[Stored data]

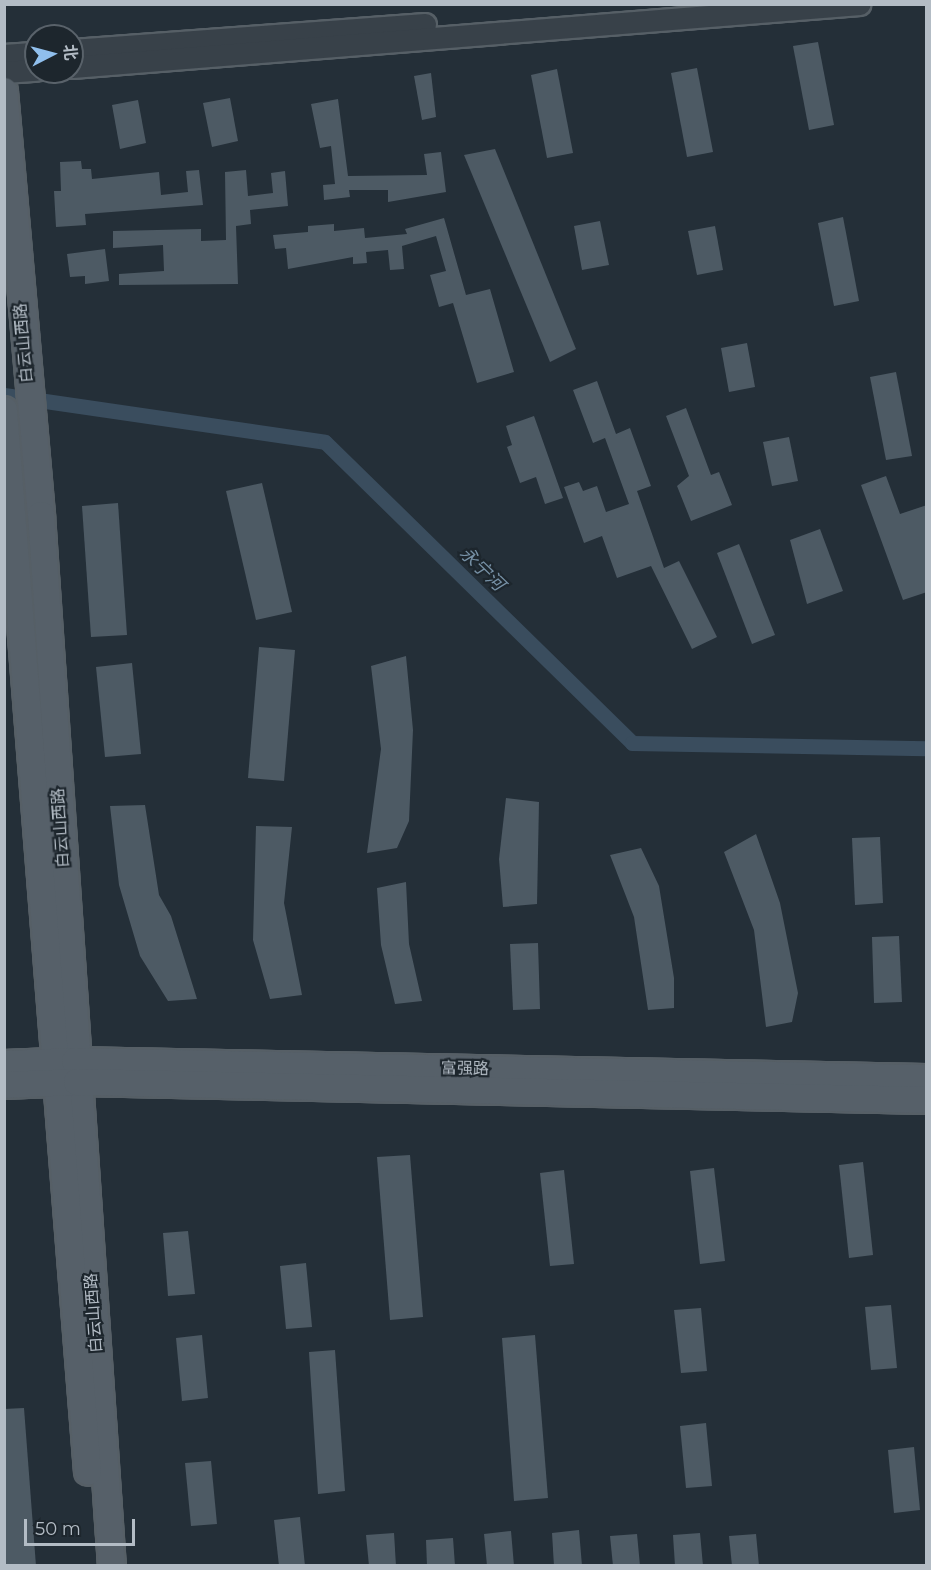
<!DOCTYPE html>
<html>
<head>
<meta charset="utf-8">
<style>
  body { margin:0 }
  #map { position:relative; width:931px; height:1570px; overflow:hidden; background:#242f38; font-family:Montserrat,"Noto Sans SC",sans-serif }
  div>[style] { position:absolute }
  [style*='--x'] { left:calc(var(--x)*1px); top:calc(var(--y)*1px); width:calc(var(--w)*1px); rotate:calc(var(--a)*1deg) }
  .canal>* { height:15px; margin:-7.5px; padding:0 7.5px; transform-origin:7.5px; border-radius:7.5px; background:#3a4d5e }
  .building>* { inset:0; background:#4d5a64 }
  .roads { filter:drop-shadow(2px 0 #565f66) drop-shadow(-2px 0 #565f66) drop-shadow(0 2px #565f66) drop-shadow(0 -2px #565f66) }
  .minor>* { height:21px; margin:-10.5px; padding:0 10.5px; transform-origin:10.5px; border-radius:10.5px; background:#384149 }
  .major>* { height:26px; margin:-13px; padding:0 13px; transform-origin:13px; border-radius:13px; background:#566069 }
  span { translate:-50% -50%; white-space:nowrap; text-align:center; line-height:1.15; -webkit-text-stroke:4.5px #1d262d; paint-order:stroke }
  .street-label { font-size:16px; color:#b3bcc5 }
  .water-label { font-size:18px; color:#7690a5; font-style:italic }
  .frame { position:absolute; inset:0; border:6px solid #b3bcc5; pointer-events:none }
  .north { position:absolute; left:24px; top:24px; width:60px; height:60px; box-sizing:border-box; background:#1d262d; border:2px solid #59626a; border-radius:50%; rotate:84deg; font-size:16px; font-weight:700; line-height:24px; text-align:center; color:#b3bcc5 }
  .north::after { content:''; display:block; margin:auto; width:21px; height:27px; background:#90bfed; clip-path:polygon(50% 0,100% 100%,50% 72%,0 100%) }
  .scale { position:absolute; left:24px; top:1519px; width:111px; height:27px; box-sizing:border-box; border:3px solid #b3bcc5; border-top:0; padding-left:8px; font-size:18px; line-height:21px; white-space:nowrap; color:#b3bcc5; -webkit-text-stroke:4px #1d262d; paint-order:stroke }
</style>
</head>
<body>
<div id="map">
  <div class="canal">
    <div style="--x:4;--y:395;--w:324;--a:8.3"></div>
    <div style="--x:325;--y:442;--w:430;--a:44.4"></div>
    <div style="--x:632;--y:743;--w:294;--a:1"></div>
  </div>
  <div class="building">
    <div style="clip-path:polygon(818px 42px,834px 125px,809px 130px,793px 46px)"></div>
    <div style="clip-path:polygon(697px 68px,713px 152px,687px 157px,671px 73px)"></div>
    <div style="clip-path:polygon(557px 69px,573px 153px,547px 158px,531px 75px)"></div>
    <div style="clip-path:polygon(431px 73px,436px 117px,422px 120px,414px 76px)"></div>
    <div style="clip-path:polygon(230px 98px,238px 141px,212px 147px,203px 103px)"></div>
    <div style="clip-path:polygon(338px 99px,348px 176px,427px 175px,424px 154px,441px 152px,446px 192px,388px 202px,388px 190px,349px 190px,350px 197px,324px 200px,323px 185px,335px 184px,331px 146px,320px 148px,311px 104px)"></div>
    <div style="clip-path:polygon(138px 100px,146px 143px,120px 149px,112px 105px)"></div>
    <div style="clip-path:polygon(495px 149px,576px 349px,550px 362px,464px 155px)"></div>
    <div style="clip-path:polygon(81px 161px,82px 169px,91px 169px,92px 179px,159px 172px,161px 195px,188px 192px,186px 171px,199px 170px,203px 205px,85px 214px,86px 225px,56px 227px,54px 191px,61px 191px,60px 162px)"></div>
    <div style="clip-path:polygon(246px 170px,248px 196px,273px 193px,271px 173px,285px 171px,288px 206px,250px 210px,251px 224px,236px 226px,238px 284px,119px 285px,119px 274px,164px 271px,163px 245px,113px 248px,113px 231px,201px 229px,201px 241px,226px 240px,225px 172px)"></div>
    <div style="clip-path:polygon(843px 217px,859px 301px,834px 306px,818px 223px)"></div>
    <div style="clip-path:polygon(444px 218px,466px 295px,490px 289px,514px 372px,477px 383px,453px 303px,439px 307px,430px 275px,446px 271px,436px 236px,402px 246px,404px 269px,390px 270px,388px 250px,366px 252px,367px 263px,353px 264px,353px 257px,288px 269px,286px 248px,275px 249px,273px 235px,308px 232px,308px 226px,334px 224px,334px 231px,364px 228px,365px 238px,407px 234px,405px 229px)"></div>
    <div style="clip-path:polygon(600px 221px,609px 265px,582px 270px,574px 226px)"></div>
    <div style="clip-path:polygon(715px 226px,723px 270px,697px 275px,688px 231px)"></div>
    <div style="clip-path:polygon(105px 249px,109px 281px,85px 284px,85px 276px,70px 277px,67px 254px)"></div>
    <div style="clip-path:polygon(747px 343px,755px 387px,729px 392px,721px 348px)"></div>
    <div style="clip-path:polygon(896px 372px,912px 456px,886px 460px,870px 377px)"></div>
    <div style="clip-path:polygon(597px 381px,616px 434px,630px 428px,651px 486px,637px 491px,664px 568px,679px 561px,717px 637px,692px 649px,651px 566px,617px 578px,602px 536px,584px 543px,564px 487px,579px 482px,583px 491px,597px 486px,606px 512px,629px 504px,605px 438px,593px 443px,573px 390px)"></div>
    <div style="clip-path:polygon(686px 408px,711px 475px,719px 472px,732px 505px,691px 521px,677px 486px,689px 476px,666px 416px)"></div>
    <div style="clip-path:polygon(534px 416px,563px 498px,545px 504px,536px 477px,520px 483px,507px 447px,512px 445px,506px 426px)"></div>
    <div style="clip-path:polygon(789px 437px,798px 481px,772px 486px,763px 442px)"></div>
    <div style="clip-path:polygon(886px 476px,900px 514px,927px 505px,927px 592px,903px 600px,861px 485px)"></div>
    <div style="clip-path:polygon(262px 483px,292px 612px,256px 620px,226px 491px)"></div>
    <div style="clip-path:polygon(118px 503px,127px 635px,91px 637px,82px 506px)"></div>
    <div style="clip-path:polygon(820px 529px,843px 591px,807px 604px,790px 540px)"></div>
    <div style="clip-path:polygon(739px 544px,775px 635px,752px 644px,717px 553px)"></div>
    <div style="clip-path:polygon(259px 647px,295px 650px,284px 781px,248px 778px)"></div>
    <div style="clip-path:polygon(406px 656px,413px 730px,409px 821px,397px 848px,367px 853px,381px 749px,371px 666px)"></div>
    <div style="clip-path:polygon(132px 663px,141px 754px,105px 757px,96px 667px)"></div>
    <div style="clip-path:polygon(506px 798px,539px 802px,537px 904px,503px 907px,499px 859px)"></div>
    <div style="clip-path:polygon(145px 805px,159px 895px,171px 916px,197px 999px,168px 1001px,140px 956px,119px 885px,110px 806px)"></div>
    <div style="clip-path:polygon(256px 826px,292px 827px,284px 903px,302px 995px,270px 999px,253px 940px)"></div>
    <div style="clip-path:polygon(756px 834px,780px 903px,798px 993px,792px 1022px,766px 1027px,754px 930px,724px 852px)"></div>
    <div style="clip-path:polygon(880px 837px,883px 903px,855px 905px,852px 838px)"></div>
    <div style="clip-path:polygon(641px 848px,659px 886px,674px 978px,674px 1008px,648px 1010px,634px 917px,610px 855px)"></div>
    <div style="clip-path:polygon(406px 882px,409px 944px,422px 1001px,395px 1004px,381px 945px,377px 888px)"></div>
    <div style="clip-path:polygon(899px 936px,902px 1002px,874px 1003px,872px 937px)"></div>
    <div style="clip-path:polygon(538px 943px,540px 1009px,513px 1010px,510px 944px)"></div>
    <div style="clip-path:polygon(410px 1155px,423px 1317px,390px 1320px,377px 1157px)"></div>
    <div style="clip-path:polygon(863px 1162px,873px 1255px,849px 1258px,839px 1165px)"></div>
    <div style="clip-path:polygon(714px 1168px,725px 1261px,700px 1264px,690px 1171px)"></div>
    <div style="clip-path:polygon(564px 1170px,574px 1264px,550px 1266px,540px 1173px)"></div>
    <div style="clip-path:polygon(188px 1231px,195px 1294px,168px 1296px,163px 1233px)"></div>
    <div style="clip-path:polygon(306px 1263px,312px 1327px,286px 1329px,280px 1266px)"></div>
    <div style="clip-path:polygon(891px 1305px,897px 1368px,871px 1370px,865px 1307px)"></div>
    <div style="clip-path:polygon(701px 1308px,707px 1371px,681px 1373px,674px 1310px)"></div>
    <div style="clip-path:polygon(202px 1335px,208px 1398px,182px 1401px,176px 1338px)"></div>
    <div style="clip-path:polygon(535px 1335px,548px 1498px,514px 1501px,502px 1338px)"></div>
    <div style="clip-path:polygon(335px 1350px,345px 1491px,318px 1494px,309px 1352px)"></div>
    <div style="clip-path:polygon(24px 1408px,36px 1566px,4px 1566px,4px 1409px)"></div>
    <div style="clip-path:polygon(706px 1423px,712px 1486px,686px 1488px,680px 1426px)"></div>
    <div style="clip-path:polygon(914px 1447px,920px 1510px,894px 1513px,888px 1450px)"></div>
    <div style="clip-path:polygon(211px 1461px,217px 1524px,191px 1526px,185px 1463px)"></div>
    <div style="clip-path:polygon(300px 1517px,305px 1566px,279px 1566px,274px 1520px)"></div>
    <div style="clip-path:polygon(579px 1530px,582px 1566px,554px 1566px,552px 1533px)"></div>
    <div style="clip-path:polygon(511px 1531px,514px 1566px,487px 1566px,484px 1534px)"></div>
    <div style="clip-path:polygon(394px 1533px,396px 1566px,369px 1566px,366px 1535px)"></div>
    <div style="clip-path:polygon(700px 1533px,703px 1566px,675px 1566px,673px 1535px)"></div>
    <div style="clip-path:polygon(637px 1534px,640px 1566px,613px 1566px,610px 1536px)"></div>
    <div style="clip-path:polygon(756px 1534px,759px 1566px,732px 1566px,729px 1536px)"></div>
    <div style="clip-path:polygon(453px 1538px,455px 1566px,427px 1566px,426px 1540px)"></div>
  </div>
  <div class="roads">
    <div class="minor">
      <div style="--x:72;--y:50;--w:354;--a:-4.2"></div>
      <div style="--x:4;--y:55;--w:32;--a:-4"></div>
      <div style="--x:72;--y:67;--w:790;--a:-4.58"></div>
      <div style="--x:4;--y:72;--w:32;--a:-4"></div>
    </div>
    <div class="major">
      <div style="--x:4;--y:91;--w:426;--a:85"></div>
      <div style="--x:41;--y:515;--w:1053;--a:86.14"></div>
      <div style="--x:4;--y:410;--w:1065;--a:85.48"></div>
      <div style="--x:4;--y:1064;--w:71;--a:-2.4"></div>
      <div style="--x:75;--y:1061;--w:851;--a:1.14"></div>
      <div style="--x:4;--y:1085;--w:73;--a:-2.4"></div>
      <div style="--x:77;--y:1082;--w:849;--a:1.21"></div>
    </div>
  </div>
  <div class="street-label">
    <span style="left:24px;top:343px;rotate:-95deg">白云山西路</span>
    <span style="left:61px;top:828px;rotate:-94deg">白云山西路</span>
    <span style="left:465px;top:1069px;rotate:1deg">富强路</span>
    <span style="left:94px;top:1313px;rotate:-94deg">白云山西路</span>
  </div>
  <div class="water-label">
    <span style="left:482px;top:569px;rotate:44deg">永宁河</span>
  </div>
  <div class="frame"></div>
  <div class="north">北</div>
  <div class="scale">50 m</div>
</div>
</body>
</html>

--- Exercise description ---
Using the entries above, give back exactly the line containing "height:21px; margin:-10.5px; padding:0", the line containing "position:absolute; left:24px; top:24px;", and every line between them, and nothing else.

--- Task answer ---
  .minor>* { height:21px; margin:-10.5px; padding:0 10.5px; transform-origin:10.5px; border-radius:10.5px; background:#384149 }
  .major>* { height:26px; margin:-13px; padding:0 13px; transform-origin:13px; border-radius:13px; background:#566069 }
  span { translate:-50% -50%; white-space:nowrap; text-align:center; line-height:1.15; -webkit-text-stroke:4.5px #1d262d; paint-order:stroke }
  .street-label { font-size:16px; color:#b3bcc5 }
  .water-label { font-size:18px; color:#7690a5; font-style:italic }
  .frame { position:absolute; inset:0; border:6px solid #b3bcc5; pointer-events:none }
  .north { position:absolute; left:24px; top:24px; width:60px; height:60px; box-sizing:border-box; background:#1d262d; border:2px solid #59626a; border-radius:50%; rotate:84deg; font-size:16px; font-weight:700; line-height:24px; text-align:center; color:#b3bcc5 }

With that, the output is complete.